### WHAT YOU NEED TO DO
Find every line in the records below that contains "chip", and copy it.
** EXERCISE INPUTS follows **
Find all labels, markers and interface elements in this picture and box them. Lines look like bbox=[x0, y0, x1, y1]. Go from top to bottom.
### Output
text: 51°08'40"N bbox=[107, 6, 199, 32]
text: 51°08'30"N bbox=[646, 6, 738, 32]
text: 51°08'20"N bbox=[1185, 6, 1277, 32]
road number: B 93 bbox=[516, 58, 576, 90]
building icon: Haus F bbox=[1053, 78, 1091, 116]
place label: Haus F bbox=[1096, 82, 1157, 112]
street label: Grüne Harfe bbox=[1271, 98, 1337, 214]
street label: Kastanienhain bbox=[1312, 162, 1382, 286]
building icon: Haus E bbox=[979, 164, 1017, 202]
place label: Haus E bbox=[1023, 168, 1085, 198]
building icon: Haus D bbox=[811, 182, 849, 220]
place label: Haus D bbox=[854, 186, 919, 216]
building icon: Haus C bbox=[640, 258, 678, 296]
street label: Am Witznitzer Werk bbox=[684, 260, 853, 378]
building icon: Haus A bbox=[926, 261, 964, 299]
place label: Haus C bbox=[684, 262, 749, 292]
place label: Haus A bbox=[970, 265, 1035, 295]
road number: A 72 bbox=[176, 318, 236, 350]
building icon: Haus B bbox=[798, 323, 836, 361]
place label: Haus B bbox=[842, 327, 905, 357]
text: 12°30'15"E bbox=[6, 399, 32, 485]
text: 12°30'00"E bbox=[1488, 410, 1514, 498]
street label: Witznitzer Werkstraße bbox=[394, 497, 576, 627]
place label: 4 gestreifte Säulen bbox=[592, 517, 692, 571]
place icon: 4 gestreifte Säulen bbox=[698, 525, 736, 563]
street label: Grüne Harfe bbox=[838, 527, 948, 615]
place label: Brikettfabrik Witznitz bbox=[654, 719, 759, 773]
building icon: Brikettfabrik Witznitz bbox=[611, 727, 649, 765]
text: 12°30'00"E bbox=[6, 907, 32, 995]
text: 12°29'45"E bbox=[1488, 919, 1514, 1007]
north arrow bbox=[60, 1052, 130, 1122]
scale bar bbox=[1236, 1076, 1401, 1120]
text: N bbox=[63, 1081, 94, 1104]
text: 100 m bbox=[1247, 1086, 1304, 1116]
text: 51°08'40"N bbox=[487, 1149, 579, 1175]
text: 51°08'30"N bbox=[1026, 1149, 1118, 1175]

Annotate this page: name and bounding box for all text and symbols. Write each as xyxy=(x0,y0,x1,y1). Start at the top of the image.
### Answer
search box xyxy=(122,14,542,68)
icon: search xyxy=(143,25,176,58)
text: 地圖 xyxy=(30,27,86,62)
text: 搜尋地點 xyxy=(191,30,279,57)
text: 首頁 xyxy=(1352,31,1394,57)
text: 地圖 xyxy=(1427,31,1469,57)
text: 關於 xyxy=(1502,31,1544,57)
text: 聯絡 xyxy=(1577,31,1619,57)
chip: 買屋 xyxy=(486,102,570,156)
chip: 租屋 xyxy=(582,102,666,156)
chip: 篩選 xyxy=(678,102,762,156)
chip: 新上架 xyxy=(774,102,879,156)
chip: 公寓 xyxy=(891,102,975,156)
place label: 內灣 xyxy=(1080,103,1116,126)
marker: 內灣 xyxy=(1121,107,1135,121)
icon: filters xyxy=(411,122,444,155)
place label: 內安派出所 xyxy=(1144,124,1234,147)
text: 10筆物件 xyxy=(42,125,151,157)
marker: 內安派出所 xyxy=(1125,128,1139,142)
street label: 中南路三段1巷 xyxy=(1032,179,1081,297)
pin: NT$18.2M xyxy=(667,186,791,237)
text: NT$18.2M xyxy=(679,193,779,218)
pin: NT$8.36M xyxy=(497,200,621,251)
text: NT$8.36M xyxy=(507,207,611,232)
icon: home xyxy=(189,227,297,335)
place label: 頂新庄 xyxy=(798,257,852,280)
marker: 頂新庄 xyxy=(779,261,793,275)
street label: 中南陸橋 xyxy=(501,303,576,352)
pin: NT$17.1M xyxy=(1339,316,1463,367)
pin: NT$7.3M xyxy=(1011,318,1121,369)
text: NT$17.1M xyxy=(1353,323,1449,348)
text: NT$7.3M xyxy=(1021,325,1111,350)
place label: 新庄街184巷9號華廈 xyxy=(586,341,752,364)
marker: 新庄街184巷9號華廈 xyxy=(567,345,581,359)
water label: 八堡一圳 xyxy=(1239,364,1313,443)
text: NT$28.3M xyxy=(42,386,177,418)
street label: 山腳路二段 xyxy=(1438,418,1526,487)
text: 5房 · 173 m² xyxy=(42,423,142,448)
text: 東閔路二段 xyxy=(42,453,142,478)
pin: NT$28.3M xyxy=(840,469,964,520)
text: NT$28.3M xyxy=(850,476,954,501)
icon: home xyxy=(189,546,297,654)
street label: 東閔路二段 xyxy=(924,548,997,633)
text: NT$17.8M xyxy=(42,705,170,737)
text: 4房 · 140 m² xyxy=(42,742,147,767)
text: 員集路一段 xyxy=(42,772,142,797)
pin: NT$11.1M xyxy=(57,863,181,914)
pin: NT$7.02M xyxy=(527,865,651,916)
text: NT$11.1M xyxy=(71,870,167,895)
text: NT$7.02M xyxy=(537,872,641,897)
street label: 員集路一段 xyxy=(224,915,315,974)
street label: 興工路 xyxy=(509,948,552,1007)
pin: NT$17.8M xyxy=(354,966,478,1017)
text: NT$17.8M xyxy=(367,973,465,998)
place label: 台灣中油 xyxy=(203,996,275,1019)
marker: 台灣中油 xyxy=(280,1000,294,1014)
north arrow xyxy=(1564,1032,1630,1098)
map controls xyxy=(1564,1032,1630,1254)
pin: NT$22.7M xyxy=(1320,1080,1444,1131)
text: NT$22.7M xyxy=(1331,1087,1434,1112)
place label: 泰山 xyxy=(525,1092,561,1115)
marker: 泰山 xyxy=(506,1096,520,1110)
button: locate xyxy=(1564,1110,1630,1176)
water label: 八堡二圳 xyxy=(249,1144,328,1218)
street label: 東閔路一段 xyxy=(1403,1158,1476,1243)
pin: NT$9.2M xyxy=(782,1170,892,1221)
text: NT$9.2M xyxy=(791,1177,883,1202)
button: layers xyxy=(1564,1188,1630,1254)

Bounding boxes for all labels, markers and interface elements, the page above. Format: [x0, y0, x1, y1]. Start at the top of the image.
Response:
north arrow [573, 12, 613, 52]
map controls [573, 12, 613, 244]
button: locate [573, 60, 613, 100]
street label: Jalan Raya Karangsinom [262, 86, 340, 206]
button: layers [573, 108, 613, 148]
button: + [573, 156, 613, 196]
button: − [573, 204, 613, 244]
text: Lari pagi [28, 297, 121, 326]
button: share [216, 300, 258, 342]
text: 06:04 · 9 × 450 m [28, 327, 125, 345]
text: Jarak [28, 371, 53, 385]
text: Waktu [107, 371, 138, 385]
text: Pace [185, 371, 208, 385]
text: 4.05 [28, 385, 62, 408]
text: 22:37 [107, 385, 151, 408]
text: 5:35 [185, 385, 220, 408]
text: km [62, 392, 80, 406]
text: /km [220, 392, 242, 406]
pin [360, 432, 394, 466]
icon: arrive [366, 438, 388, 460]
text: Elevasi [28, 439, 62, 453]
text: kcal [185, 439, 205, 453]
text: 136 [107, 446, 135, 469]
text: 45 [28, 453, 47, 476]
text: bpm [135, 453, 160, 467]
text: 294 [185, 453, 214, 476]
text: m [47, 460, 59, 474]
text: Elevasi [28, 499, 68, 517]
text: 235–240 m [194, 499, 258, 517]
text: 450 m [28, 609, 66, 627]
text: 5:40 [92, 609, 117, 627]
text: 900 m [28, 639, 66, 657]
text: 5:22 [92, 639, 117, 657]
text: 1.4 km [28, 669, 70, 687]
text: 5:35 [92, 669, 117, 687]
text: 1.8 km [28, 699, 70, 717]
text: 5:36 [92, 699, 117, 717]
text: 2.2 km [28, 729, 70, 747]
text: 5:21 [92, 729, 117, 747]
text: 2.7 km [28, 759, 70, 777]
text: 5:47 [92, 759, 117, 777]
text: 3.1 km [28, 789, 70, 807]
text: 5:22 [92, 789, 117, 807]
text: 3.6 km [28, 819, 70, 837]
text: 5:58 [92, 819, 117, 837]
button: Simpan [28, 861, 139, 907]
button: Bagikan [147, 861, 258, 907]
** End of EXERCISE INPUTS **
### EXERCISE ANSWER
chip: 買屋 xyxy=(486,102,570,156)
chip: 租屋 xyxy=(582,102,666,156)
chip: 篩選 xyxy=(678,102,762,156)
chip: 新上架 xyxy=(774,102,879,156)
chip: 公寓 xyxy=(891,102,975,156)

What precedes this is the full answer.